We like to joke about serious things sometimes, and regarding slavery we will say something like, “Well, he’s no slave to fashion.” Or, we will say, “She is slavishly devoted to her nighttime moisturising routine.” But, that is not real slavery, and that is not what I am talking about.
I am talking about how life entraps us. It could be the mortgage, or student debt, or just the scramble to pay off the monthly bills. The average household in the USA carries nearly 7 thousand dollars in revolving credit card debt. That means that month-on-month, people can’t pay off $7,000. And, that’s not all down to high-living, either. The number one cause of bankruptcy in the USA is medical bills. That’s slavery.
Our dwindling checking accounts only tell part of the story. Many of us are slaves to other things, things which are just as real as forced work: Expectation, ambition, being right. Shame, anger, and anxiety have mown us down and then tied us up in a thousand knots. Our scarred and worry-lined bodies tell the story, our sleepless nights, a multi-billion pharmaceutical industry devoted to anti-depression and anti-anxiety. We are fearful, and worried, and sad, and we can’t seem to break free of it. It’s not for lack of trying, either. In the wilderness of mind we latch onto every shiny solution, embrace false hopes, and try anything that might help… but, it doesn’t help. We are suffering and enslaved. We know it all to well.
In this morning’s reading, the way out is love. In God’s abundance, she has adopted all who will suffer with her. What?! I don’t know about you, but that does not seem like good news to me. I don’t want to suffer. I don’t want to understand it, I don’t want to know about it, and I most certainly do not want to do any of it. Paul, the writer, makes a nice case for being children of God, fearless, unencumbered, adopted, heirs! And he says we will be glorified with Christ, and then he adds the kicker, “…if we suffer with him.” But, here’s the thing: Love suffers.
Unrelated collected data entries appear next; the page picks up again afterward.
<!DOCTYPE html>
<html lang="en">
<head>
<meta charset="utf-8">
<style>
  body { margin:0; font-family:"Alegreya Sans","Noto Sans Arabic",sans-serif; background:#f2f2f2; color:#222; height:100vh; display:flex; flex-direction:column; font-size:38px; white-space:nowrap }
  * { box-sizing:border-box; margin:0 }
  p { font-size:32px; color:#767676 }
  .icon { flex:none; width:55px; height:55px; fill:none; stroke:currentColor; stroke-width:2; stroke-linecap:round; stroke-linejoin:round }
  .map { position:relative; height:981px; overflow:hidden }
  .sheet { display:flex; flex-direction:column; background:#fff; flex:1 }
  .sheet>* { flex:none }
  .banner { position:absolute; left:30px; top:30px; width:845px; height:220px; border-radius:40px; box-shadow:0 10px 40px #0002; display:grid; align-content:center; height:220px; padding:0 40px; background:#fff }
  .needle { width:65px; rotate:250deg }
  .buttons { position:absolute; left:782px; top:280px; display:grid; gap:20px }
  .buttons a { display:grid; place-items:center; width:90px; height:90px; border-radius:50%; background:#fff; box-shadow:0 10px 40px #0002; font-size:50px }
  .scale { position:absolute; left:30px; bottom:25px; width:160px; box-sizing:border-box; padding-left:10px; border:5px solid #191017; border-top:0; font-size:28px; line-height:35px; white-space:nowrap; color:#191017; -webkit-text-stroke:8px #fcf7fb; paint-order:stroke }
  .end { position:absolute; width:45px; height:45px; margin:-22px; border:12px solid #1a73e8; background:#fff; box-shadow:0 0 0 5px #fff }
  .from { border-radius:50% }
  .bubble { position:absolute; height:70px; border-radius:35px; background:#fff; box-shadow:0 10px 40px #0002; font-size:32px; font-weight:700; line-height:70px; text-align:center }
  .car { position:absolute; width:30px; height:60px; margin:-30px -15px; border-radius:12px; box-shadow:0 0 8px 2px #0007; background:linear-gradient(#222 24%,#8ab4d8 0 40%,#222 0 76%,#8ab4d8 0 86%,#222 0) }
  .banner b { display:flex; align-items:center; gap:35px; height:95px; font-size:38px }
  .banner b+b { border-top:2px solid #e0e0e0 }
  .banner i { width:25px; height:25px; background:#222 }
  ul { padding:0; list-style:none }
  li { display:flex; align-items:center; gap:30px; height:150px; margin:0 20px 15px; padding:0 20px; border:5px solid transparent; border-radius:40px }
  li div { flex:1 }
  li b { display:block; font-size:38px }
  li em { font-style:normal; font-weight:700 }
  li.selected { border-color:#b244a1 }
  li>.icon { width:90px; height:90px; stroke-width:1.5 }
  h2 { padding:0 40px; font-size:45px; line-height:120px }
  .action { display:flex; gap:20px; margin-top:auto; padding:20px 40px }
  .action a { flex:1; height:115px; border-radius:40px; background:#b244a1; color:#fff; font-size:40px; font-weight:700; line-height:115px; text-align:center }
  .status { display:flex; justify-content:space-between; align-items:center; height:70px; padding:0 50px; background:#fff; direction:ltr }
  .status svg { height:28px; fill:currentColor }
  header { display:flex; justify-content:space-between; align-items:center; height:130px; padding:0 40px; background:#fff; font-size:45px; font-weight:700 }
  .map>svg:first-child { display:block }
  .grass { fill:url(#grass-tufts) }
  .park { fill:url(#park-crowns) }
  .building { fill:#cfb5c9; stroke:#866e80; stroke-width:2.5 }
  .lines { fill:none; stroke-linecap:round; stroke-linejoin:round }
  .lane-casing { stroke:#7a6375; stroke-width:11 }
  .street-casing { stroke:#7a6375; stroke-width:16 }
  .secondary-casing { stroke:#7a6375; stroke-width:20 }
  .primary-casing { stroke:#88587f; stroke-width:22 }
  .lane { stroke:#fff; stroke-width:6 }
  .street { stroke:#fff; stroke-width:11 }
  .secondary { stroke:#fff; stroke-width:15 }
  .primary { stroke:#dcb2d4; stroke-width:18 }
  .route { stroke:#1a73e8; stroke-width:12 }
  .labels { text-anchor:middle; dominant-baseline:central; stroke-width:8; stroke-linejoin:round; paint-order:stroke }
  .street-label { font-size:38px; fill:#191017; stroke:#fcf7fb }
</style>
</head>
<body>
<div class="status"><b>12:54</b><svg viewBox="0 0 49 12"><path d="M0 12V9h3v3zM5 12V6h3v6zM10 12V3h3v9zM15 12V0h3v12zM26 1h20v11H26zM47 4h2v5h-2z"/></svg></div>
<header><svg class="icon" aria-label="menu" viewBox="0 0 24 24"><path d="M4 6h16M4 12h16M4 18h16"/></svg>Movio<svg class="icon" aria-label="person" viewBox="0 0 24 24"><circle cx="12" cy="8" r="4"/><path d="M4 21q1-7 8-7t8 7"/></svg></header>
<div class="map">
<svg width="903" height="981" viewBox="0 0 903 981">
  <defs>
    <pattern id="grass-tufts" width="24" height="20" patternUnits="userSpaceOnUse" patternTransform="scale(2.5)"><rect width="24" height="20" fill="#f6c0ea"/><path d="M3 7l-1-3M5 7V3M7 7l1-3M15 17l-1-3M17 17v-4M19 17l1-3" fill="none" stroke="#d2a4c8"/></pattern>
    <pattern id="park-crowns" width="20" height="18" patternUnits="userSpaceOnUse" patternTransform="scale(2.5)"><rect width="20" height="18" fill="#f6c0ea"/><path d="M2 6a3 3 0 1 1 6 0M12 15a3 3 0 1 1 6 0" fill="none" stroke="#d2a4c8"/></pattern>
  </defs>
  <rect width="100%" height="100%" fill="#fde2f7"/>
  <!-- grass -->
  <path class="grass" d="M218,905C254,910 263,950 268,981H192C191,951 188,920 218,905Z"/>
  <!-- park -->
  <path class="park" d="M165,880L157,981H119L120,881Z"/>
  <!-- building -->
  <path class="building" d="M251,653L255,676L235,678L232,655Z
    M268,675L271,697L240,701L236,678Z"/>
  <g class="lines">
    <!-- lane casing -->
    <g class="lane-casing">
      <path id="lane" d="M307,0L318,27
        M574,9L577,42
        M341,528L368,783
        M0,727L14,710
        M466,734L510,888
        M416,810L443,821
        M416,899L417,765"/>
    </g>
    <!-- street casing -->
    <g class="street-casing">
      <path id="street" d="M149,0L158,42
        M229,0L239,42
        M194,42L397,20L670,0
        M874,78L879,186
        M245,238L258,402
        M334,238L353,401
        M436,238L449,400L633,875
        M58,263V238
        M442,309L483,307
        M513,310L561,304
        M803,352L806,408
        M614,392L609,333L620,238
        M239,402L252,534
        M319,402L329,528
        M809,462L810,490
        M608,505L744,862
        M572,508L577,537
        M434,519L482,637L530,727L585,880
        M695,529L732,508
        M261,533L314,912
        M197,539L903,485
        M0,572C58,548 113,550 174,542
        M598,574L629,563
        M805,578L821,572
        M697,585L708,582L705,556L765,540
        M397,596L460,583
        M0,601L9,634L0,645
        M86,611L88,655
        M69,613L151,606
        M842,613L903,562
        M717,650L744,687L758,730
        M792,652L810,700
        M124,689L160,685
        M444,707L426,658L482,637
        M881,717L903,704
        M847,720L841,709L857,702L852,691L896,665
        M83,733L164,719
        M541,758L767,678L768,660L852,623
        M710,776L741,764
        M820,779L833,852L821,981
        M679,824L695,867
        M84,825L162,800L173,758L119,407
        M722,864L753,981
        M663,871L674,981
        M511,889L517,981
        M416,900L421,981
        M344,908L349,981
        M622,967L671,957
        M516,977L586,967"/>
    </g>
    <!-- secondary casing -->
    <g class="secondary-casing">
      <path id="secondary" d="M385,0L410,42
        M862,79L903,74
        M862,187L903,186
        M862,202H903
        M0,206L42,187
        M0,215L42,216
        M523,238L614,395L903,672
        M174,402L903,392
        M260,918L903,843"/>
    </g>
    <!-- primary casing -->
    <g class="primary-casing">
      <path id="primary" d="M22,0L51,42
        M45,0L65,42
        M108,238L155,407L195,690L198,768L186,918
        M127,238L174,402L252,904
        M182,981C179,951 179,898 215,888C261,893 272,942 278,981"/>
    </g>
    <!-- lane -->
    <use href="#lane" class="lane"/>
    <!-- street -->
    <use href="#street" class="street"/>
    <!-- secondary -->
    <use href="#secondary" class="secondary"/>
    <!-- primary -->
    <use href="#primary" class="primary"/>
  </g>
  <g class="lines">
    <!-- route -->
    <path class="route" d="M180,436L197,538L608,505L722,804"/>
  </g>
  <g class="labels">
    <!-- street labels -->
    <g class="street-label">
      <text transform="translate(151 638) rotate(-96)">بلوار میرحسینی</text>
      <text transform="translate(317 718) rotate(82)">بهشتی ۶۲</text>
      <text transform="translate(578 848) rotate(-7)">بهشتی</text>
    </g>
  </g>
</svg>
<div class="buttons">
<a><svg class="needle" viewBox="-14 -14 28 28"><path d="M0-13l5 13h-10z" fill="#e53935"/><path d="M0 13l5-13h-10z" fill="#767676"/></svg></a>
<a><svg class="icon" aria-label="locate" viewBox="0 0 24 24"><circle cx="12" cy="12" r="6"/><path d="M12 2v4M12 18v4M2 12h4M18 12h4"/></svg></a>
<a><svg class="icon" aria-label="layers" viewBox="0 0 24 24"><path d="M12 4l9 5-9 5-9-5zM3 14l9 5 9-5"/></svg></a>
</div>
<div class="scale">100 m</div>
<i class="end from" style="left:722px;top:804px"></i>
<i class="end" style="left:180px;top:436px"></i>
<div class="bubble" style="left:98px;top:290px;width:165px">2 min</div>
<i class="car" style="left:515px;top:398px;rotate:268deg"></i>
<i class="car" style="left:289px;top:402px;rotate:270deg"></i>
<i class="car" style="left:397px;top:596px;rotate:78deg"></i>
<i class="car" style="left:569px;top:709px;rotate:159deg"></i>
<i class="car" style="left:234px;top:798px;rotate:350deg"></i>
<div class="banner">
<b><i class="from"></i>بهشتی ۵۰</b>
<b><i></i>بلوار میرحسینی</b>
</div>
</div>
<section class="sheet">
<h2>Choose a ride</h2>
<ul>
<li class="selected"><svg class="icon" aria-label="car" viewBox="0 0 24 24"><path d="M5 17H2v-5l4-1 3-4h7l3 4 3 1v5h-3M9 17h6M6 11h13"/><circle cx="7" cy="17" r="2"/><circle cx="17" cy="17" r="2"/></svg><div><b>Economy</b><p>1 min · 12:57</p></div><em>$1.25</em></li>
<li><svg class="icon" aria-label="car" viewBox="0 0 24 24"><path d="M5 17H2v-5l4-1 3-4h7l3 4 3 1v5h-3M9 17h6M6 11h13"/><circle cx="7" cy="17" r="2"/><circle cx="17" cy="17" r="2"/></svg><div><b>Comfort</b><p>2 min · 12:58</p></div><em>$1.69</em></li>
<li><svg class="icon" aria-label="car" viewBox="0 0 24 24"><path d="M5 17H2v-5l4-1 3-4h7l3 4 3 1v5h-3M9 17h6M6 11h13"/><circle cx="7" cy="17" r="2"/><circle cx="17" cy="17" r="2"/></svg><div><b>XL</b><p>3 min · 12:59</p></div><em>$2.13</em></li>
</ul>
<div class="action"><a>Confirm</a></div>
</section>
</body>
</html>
If the glory of God is to know God, who IS love, then there is going to be suffering. There is pain before childbirth, there is death before resurrection, night before the dawn, and there is suffering before glory. In John 16, Jesus compared this suffering to the pain of childbirth. It is a pain unto death, but when it is over the mother’s pain is turned to such joy that the memory of the pain fades.
The original readers of Romans would have suffered under Roman rule, and suffered more because they followed The Way of Jesus. Their lives were in danger. They also may have suffered as outsiders of the Jewish community who did not always accept them without full-on conversion. They were neither Roman nor Hebrew. It was a fractured, broken existence. They didn’t fully belong anywhere and may have suffered some of the same anxiety and depression that enslaves us today. But, Paul talks about how they cry, “Abba, Pater…” or, as most Bibles today record it, “Abba, Father.” One is Aramaic, one is Greek. It’s as if the different languages from the Tower of Babel can finally speak as one: We are adopted, together, all of us: Jew and Gentile. And this, the coming together of the world is the glory that will finally heal us.
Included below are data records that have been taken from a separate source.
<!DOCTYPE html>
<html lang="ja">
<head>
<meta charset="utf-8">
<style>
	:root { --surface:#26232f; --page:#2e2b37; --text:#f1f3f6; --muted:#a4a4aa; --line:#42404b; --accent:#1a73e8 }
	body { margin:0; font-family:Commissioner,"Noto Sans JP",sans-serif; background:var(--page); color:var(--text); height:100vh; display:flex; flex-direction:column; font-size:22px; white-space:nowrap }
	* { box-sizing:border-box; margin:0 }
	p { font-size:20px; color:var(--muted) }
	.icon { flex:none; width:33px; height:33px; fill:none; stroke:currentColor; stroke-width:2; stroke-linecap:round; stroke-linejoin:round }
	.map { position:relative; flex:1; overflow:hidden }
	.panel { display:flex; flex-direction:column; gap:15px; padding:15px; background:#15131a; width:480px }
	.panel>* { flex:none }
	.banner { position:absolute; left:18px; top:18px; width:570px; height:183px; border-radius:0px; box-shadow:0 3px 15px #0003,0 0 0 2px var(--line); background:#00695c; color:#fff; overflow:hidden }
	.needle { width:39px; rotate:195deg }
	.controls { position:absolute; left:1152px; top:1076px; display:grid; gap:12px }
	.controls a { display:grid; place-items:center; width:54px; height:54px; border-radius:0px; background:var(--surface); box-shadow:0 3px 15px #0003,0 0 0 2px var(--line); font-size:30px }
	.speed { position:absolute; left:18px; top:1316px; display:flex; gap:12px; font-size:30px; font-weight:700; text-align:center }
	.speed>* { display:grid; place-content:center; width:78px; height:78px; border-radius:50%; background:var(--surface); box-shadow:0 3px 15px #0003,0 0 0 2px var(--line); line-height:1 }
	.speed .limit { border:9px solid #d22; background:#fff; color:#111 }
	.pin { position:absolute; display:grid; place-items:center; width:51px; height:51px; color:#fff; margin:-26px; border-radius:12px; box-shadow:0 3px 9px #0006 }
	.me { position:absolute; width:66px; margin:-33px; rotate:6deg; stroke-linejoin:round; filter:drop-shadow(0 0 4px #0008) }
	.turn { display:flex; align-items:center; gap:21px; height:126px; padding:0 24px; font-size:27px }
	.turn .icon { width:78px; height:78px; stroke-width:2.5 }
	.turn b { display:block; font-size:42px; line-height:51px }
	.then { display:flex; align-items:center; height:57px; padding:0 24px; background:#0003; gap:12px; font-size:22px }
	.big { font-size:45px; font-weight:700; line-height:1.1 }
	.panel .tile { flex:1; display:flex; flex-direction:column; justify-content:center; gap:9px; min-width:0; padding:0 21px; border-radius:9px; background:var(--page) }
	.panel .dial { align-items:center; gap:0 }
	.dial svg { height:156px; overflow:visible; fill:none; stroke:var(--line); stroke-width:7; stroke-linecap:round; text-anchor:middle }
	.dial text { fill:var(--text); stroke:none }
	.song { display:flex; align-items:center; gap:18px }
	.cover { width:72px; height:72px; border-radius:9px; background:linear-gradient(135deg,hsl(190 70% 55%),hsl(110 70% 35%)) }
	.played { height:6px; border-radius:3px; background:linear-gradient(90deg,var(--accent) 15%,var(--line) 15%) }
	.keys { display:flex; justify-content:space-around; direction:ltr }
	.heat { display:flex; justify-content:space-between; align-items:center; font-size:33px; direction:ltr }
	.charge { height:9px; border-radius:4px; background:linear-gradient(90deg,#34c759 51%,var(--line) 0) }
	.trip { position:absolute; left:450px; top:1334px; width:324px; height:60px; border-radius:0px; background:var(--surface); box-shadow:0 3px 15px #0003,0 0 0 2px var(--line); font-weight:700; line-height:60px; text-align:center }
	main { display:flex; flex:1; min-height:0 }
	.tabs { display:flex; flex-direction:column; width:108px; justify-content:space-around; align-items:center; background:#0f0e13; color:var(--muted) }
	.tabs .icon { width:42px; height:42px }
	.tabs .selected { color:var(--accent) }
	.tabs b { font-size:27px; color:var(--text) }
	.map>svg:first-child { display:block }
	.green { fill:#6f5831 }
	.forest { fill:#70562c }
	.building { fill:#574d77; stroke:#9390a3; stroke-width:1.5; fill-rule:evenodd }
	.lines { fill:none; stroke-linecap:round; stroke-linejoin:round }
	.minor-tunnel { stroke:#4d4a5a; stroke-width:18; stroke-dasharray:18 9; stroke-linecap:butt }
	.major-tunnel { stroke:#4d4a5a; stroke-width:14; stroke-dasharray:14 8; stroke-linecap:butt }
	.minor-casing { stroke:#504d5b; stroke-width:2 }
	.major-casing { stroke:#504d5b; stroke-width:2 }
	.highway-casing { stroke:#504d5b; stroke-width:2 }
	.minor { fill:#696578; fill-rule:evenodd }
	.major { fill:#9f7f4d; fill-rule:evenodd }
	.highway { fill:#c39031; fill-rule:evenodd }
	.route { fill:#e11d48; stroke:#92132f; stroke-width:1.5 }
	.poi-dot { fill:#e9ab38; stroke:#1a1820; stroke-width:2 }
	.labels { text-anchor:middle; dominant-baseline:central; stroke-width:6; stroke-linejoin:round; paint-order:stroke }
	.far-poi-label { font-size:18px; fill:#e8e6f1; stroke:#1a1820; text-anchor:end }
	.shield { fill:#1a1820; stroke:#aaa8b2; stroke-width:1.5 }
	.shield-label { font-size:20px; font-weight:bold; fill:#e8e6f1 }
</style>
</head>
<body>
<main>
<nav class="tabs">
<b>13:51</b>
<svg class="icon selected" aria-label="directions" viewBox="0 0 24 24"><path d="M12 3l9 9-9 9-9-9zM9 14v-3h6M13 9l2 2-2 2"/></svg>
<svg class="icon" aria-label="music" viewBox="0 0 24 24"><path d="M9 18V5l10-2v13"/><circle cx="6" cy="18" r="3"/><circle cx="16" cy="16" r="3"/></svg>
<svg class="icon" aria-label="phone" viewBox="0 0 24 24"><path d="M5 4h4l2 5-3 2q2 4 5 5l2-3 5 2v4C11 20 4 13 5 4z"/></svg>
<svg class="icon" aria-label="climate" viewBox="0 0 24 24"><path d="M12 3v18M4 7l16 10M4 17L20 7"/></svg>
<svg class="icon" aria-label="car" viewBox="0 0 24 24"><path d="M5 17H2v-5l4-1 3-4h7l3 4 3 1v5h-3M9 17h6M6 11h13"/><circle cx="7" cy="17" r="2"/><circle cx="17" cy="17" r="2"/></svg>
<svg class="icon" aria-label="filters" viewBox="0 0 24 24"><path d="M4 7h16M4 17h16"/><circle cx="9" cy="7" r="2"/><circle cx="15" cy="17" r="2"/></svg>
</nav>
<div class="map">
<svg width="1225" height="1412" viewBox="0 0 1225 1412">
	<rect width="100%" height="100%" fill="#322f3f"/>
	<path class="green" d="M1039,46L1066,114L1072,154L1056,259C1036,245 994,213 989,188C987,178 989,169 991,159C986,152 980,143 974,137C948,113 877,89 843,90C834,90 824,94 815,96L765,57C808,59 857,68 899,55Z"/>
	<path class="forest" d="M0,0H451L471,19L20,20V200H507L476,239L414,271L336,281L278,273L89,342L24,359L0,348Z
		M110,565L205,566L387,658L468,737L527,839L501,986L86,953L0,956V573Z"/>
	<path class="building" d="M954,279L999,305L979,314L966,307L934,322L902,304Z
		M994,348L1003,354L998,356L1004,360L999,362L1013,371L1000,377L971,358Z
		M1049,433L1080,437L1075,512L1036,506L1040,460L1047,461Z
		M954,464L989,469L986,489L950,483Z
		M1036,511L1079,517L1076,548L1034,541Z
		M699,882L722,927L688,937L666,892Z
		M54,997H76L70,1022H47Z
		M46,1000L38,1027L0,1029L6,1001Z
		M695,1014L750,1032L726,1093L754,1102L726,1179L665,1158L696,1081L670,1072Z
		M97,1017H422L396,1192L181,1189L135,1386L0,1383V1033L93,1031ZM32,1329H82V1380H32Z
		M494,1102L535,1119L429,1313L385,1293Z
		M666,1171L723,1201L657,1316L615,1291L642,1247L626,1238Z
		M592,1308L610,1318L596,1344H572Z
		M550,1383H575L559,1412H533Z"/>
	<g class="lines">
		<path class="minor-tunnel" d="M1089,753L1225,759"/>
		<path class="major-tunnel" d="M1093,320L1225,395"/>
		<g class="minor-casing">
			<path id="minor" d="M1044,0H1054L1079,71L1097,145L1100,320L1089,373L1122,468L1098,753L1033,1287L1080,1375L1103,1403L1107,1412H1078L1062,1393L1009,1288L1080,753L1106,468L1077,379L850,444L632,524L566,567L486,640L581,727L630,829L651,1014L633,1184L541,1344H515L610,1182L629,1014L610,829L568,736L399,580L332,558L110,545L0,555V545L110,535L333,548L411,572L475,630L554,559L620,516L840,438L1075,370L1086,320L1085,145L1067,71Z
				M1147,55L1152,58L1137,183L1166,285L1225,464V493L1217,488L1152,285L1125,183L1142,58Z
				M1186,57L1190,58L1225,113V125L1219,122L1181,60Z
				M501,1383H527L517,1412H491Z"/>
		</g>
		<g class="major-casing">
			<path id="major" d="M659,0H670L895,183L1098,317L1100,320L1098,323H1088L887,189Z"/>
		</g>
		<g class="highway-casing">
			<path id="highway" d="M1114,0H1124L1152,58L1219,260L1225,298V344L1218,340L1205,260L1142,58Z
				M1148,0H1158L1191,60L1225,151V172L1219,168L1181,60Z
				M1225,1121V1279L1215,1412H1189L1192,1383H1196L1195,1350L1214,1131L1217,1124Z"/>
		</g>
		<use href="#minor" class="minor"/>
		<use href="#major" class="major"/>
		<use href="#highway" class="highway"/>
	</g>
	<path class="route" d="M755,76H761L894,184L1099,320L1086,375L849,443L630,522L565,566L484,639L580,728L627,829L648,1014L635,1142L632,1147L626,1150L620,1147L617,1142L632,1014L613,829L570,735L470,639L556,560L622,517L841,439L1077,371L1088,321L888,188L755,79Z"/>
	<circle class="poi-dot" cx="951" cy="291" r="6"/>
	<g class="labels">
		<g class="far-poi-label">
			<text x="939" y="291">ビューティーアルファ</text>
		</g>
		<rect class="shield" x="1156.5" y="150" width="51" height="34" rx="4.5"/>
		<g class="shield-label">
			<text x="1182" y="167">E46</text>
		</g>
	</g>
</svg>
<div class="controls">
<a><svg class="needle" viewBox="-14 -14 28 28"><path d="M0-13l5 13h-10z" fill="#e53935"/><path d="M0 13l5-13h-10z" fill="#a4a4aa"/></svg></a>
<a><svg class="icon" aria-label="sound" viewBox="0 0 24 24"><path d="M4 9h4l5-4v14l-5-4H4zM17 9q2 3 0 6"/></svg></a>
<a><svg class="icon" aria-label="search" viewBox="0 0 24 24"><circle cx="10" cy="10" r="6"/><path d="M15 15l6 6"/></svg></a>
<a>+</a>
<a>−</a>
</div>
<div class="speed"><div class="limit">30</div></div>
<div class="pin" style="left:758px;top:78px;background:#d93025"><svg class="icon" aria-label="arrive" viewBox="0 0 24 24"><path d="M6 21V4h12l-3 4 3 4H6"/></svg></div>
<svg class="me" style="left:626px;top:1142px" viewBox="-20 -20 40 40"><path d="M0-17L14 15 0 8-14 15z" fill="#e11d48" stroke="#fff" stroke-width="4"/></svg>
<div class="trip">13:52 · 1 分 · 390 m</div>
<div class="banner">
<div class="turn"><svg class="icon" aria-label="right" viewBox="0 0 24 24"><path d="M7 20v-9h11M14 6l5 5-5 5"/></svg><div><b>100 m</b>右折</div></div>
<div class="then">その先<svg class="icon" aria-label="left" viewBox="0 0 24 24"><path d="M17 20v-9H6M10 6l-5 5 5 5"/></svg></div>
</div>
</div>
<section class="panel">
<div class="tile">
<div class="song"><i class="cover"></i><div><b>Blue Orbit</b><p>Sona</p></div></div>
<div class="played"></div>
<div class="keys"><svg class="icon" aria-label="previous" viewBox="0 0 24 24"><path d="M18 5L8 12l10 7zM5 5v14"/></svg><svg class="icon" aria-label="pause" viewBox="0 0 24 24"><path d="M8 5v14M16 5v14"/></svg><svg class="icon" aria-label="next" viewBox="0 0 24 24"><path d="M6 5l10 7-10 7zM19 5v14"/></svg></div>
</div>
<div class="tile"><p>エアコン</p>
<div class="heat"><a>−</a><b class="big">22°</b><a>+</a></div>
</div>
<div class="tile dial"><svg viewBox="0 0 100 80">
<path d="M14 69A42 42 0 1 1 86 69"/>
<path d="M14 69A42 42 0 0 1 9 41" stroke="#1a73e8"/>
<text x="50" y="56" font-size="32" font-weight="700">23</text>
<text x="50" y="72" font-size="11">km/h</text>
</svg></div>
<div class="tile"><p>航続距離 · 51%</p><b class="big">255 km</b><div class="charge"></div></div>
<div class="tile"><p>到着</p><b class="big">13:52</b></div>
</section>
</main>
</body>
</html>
As we approach the altar table this morning with its gifts of bread and wine, as we gather together the pieces of our memory to recall that we are part of the salvation story, allow all that is present in those gifts to similarly join the brokenness of your own life. It is neither Romans (the government) nor religious officials who can say who you are or where you belong. God has offered the same adoption to all. It may entail suffering, all love does, but you are not it’s slave. That is not your spirit.
For God has not given us a spirit of slavery, but one of power, love and right thinking
2 Timothy 1:7
Linda McMillan is a free-range monotheist currently writing from Saigon, Vietnam where there are estimated to be 421,000 slaves right now.
Some Notes of Possible Interest
Romans 8:14… Those who are led by the Spirit of God are children of God.
Acts 2:17… I will pour out my spirit on all flesh.
The information on credit card debt came from Nerdwallet. The actual amount of revolving credit card debt for the average household in the USA is $6,741, which is almost 7,000. This article breaks down categories of debt, including revolving credit card debt.